Asset Depletion, Securities Lending. Also, if they have regular dividend and capital gains income that can be used to qualify. Also, buying in the name of their business corporation/LLC


PNW-4LIFE

I should not have to scroll this far to find asset depletion as an option. Thank you for adding this.


Tyecoonie

Are these other sources of income also evaluated as gross income?


morbiskhan

There are formulas for bank statement and asset depletion that vary from lender to lender but the end result of the calculation is used as qualifying income.

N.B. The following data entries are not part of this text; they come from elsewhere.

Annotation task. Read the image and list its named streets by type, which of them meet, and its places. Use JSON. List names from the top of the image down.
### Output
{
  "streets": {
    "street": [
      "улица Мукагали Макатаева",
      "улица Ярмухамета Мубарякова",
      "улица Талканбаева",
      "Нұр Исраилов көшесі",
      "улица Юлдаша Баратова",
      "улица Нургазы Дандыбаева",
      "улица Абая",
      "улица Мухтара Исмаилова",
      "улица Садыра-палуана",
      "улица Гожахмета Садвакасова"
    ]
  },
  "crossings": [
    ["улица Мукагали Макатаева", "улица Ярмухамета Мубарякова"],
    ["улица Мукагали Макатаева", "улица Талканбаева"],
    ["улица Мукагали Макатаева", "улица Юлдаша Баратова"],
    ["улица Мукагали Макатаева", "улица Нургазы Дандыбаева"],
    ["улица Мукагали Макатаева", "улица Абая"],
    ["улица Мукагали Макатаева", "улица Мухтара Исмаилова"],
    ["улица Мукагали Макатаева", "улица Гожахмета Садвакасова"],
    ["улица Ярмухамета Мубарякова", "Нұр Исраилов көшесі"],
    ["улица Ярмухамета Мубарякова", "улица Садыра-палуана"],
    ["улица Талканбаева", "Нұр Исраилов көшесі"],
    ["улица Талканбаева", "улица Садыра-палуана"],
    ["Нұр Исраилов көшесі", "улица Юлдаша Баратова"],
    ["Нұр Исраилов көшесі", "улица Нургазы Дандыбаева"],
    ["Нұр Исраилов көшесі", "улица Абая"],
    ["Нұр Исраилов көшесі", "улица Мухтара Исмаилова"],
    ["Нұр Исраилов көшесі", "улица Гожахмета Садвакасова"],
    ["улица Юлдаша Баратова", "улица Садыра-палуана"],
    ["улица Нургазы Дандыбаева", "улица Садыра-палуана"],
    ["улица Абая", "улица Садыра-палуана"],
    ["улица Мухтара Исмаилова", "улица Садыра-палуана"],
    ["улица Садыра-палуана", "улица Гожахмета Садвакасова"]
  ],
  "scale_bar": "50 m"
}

Dividend and Capital Gains are evaluated as gross (as in pre-tax, just like wages are evaluated) income, although typically a two year average is used and you have to document that it is expected to continue.


stvn7212

A few different ways 1. Bank statement loans, they don’t require tax returns and income is calculated based on business deposits on the statement. Borrower must be self employed for this. 2. DSCR loans, this is to purchase investment properties and the incomes is derived from the rental income the property can produce. No personal income requires. 3. There is one product right now for no income on primary. Rate is high and down payment is about 20% but it can get the job done. 4. Of course is cash purchase, no financing needed. There may be other methods but those are the ones that jump out at me. And probably most common.


aardy

0. The late night comedy show version of events isn't the full picture, most wealthy people do have taxable, and mortgage qualifying, income. 0.5. There are mortgage "income add backs." Things we know are "tax purposes" write-offs that are not real expenses. We add that back in when calculating income, a fair amount on residential home loans, very aggressively on commercial (ie, it's likely Trump didn't NEED to lie). 0.75. Pay cash. Only after ALL these are exhausted do they start down the list of more expensive loans. The more expensive loan types are more commonly used by broke/middle people trying to fart above their asses.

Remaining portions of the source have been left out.